Ever heard this phrase?  (Ever used it yourself?) 

Not really a way you’d want to be described, right?  

I first heard it when I was a kid, and it signaled conflict and frustration. It was what someone said when they wanted to place a person or thing “in a box,” to label it or dismiss it.

Word associations tend to stick when they’re formed early, and years later I heard myself say those words as I dismissed tough criticism from a client. Rather than taking it in and examining how that client could have been better served, I decided they must have been the root cause of the relationship souring.

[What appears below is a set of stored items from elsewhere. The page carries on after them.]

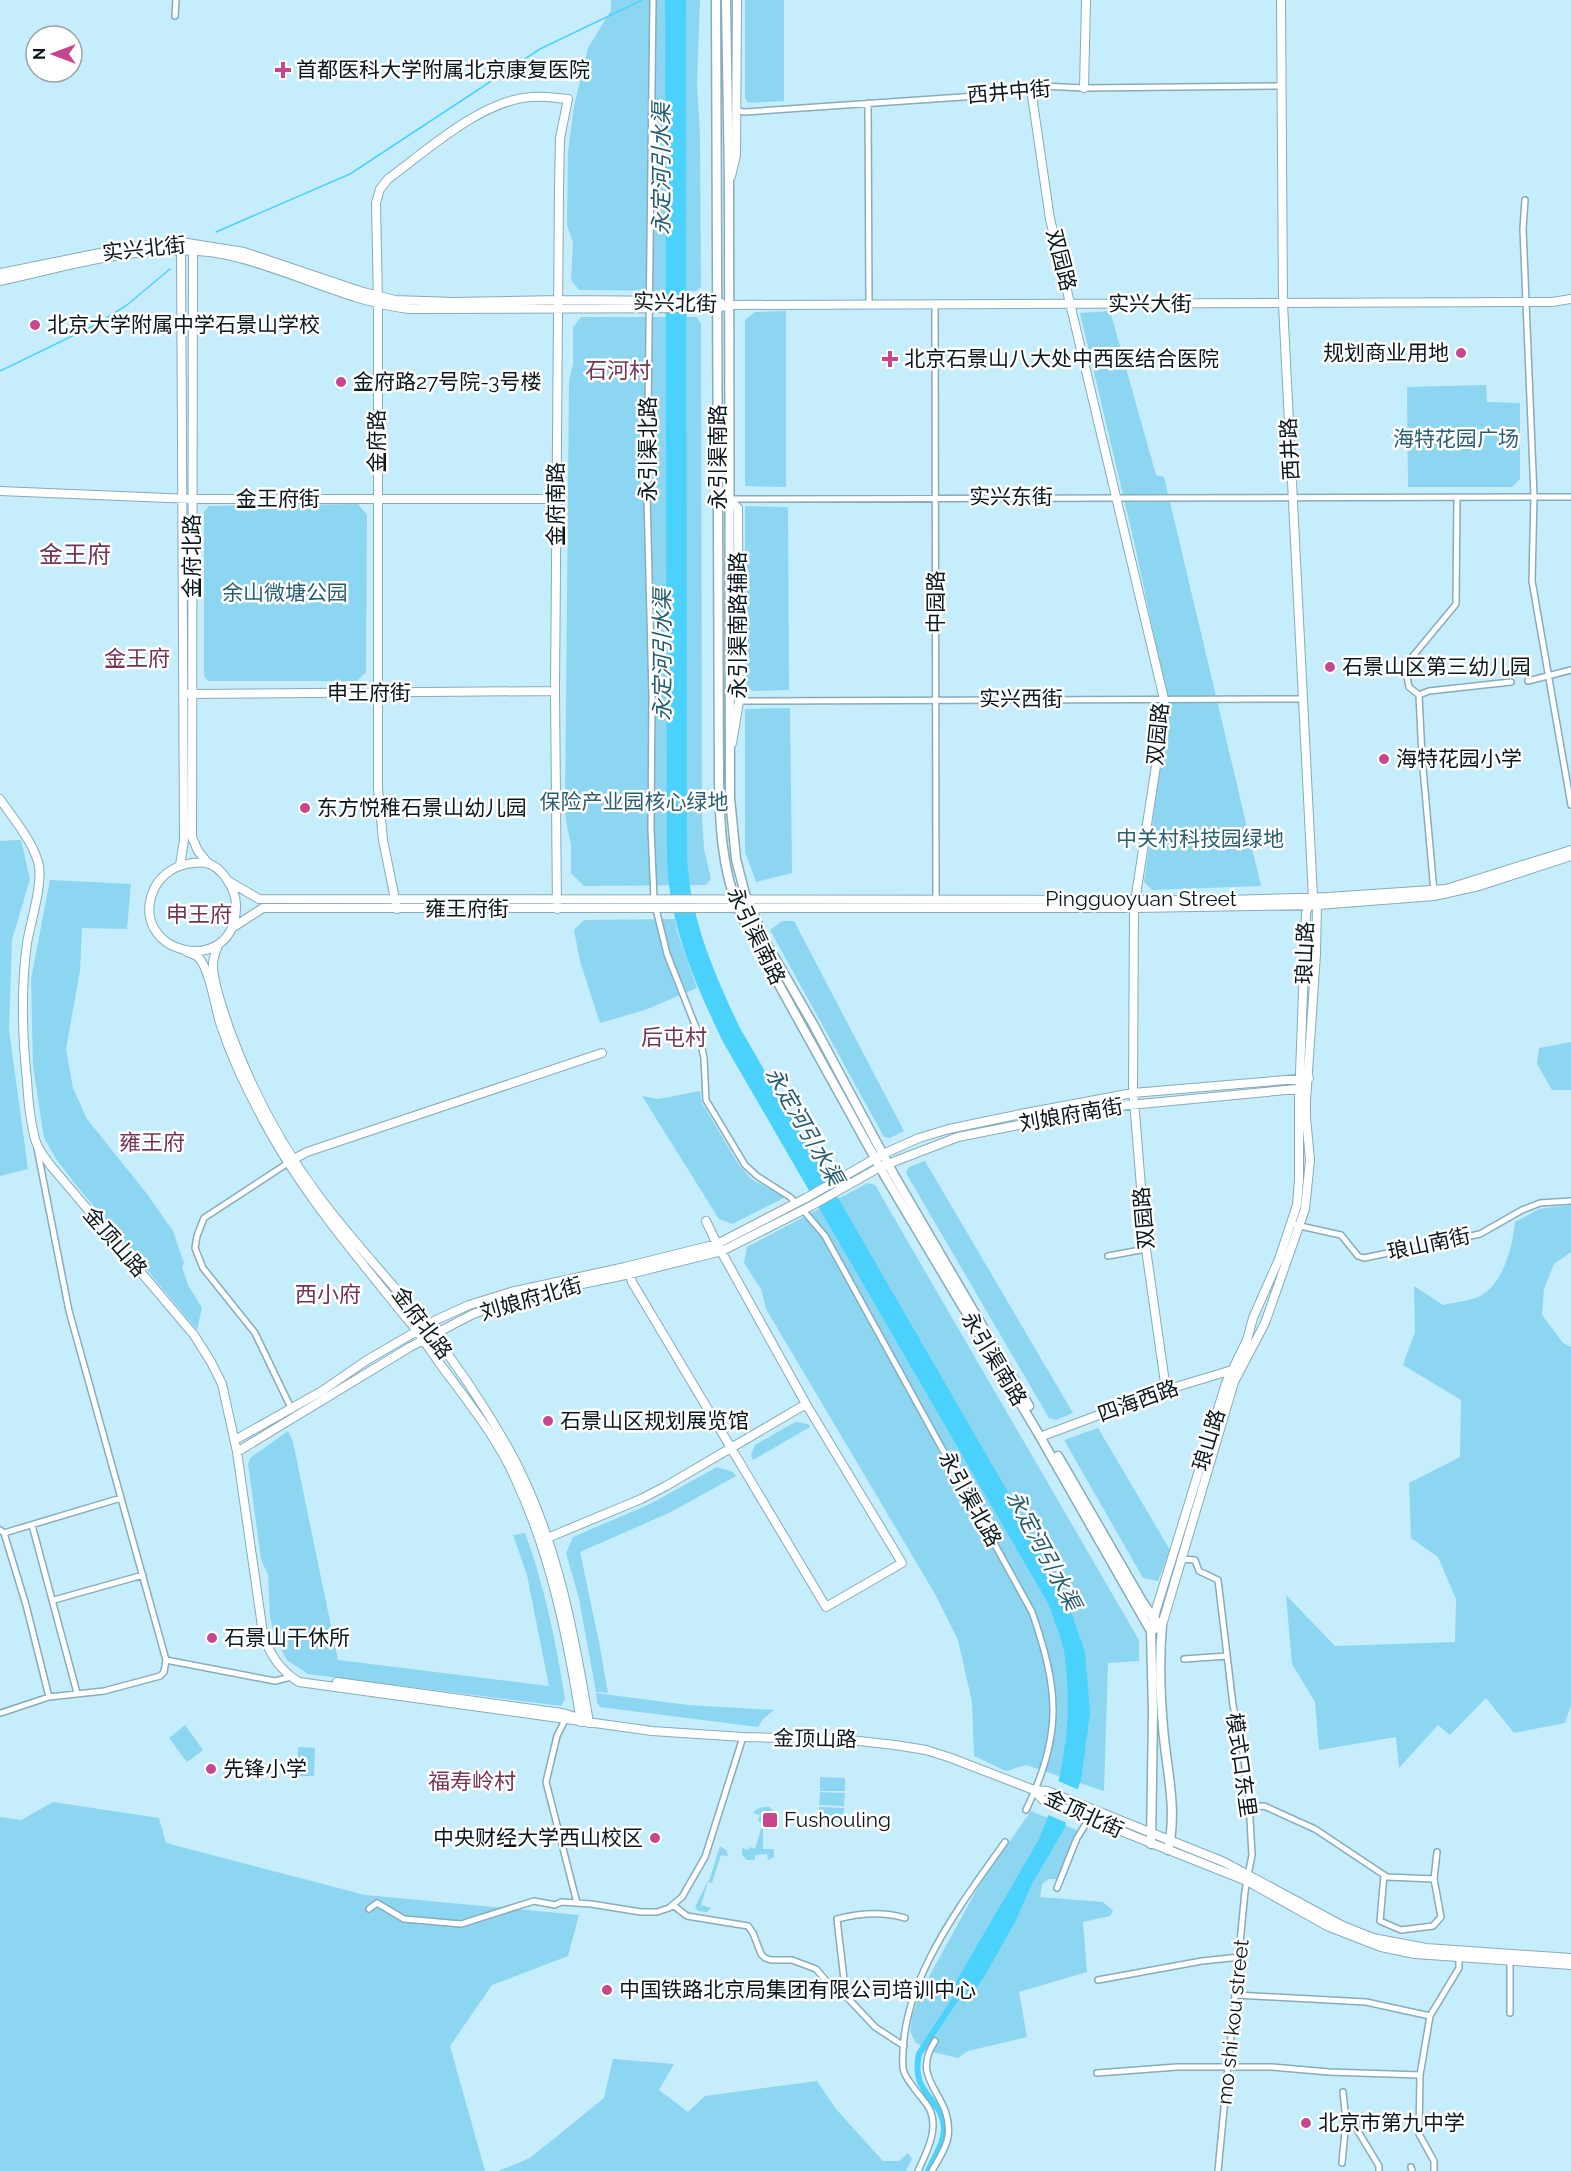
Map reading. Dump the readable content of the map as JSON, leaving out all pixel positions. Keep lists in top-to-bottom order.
{
  "streets": {
    "main road": [
      "实兴北街",
      "双园路",
      "实兴大街",
      "金府路",
      "西井路",
      "永引渠南路",
      "金王府街",
      "金府南路",
      "金府北路",
      "永引渠南路辅路",
      "申王府街",
      "Pingguoyuan Street",
      "雍王府街",
      "琅山路",
      "刘娘府南街",
      "金顶山路",
      "刘娘府北街",
      "四海西路",
      "金顶北街"
    ],
    "street": [
      "西井中街",
      "永引渠北路",
      "实兴东街",
      "中园路",
      "实兴西街",
      "琅山南街",
      "模式口东里",
      "mo shi kou street"
    ]
  },
  "crossings": [
    ["西井中街", "双园路"],
    ["西井中街", "西井路"],
    ["实兴北街", "实兴大街"],
    ["实兴北街", "金府路"],
    ["实兴北街", "永引渠北路"],
    ["实兴北街", "永引渠南路"],
    ["实兴北街", "金府南路"],
    ["实兴北街", "金府北路"],
    ["双园路", "实兴大街"],
    ["双园路", "实兴东街"],
    ["双园路", "实兴西街"],
    ["双园路", "Pingguoyuan Street"],
    ["双园路", "刘娘府南街"],
    ["双园路", "四海西路"],
    ["实兴大街", "西井路"],
    ["实兴大街", "永引渠南路"],
    ["实兴大街", "中园路"],
    ["金府路", "金王府街"],
    ["金府路", "金府南路"],
    ["金府路", "申王府街"],
    ["金府路", "雍王府街"],
    ["永引渠北路", "雍王府街"],
    ["永引渠北路", "金顶山路"],
    ["永引渠北路", "刘娘府北街"],
    ["永引渠北路", "金顶北街"],
    ["西井路", "实兴东街"],
    ["西井路", "实兴西街"],
    ["西井路", "Pingguoyuan Street"],
    ["西井路", "琅山路"],
    ["永引渠南路", "实兴东街"],
    ["永引渠南路", "永引渠南路辅路"],
    ["永引渠南路", "Pingguoyuan Street"],
    ["永引渠南路", "琅山路"],
    ["永引渠南路", "刘娘府南街"],
    ["永引渠南路", "刘娘府北街"],
    ["永引渠南路", "四海西路"],
    ["永引渠南路", "金顶北街"],
    ["实兴东街", "中园路"],
    ["实兴东街", "永引渠南路辅路"],
    ["金王府街", "金府南路"],
    ["金王府街", "金府北路"],
    ["金府南路", "申王府街"],
    ["金府南路", "雍王府街"],
    ["金府北路", "申王府街"],
    ["金府北路", "雍王府街"],
    ["金府北路", "金顶山路"],
    ["金府北路", "刘娘府北街"],
    ["中园路", "实兴西街"],
    ["中园路", "Pingguoyuan Street"],
    ["永引渠南路辅路", "实兴西街"],
    ["Pingguoyuan Street", "雍王府街"],
    ["Pingguoyuan Street", "琅山路"],
    ["琅山路", "刘娘府南街"],
    ["琅山路", "琅山南街"],
    ["琅山路", "四海西路"],
    ["琅山路", "模式口东里"],
    ["刘娘府南街", "刘娘府北街"],
    ["金顶山路", "刘娘府北街"],
    ["金顶山路", "金顶北街"],
    ["模式口东里", "金顶北街"],
    ["模式口东里", "mo shi kou street"],
    ["金顶北街", "mo shi kou street"]
  ],
  "districts": [
    "石河村",
    "金王府",
    "金王府",
    "申王府",
    "后屯村",
    "雍王府",
    "西小府",
    "福寿岭村"
  ],
  "water": ["永定河引水渠"],
  "parks": [
    "海特花园广场",
    "余山微塘公园",
    "保险产业园核心绿地",
    "中关村科技园绿地"
  ],
  "places": {
    "health": ["首都医科大学附属北京康复医院", "北京石景山八大处中西医结合医院"],
    "other": [
      "北京大学附属中学石景山学校",
      "规划商业用地",
      "金府路27号院-3号楼",
      "石景山区第三幼儿园",
      "海特花园小学",
      "东方悦稚石景山幼儿园",
      "石景山区规划展览馆",
      "石景山干休所",
      "先锋小学",
      "中央财经大学西山校区",
      "中国铁路北京局集团有限公司培训中心",
      "北京市第九中学"
    ],
    "transit": ["Fushouling"]
  },
  "north": "left"
}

Later, it got me thinking:

Everybody gets frustrated at work. It usually passes... but this has been hanging with me for a while. It's making me irritable, tired and ineffective. Is this really how I want to feel about my work, and the people around me?

I decided it wasn’t, and I soon left that job. But I suspected more people felt the way did, and for similar reasons, than were willing or able to talk about it.

The name's not just a play on words.

For many Americans, feeling powerless, stuck or dissatisfied while at work is a familiar part of life. But for some (such as those managing a mood disorder like anxiety or depression), rather than just being a passing annoyance, these feelings present extra challenges.

The Peace of Work seeks to explore those challenges and make the situation better: to take a close look at the factors in today’s workplace that impact well-being, and to see if telling our own stories can help to drive larger changes.

Eventually, at TPOW we want to provide workers with mood disorders a place to find help; to feel less isolated at work and elsewhere; and to play a small part in de-stigmatizing depression and anxiety in the workplace. In short, to find peace.

We can't (and shouldn't) do this alone.

We’re new on the scene, and (so far) only a few folks have stepped up to share their observations, insights and challenges.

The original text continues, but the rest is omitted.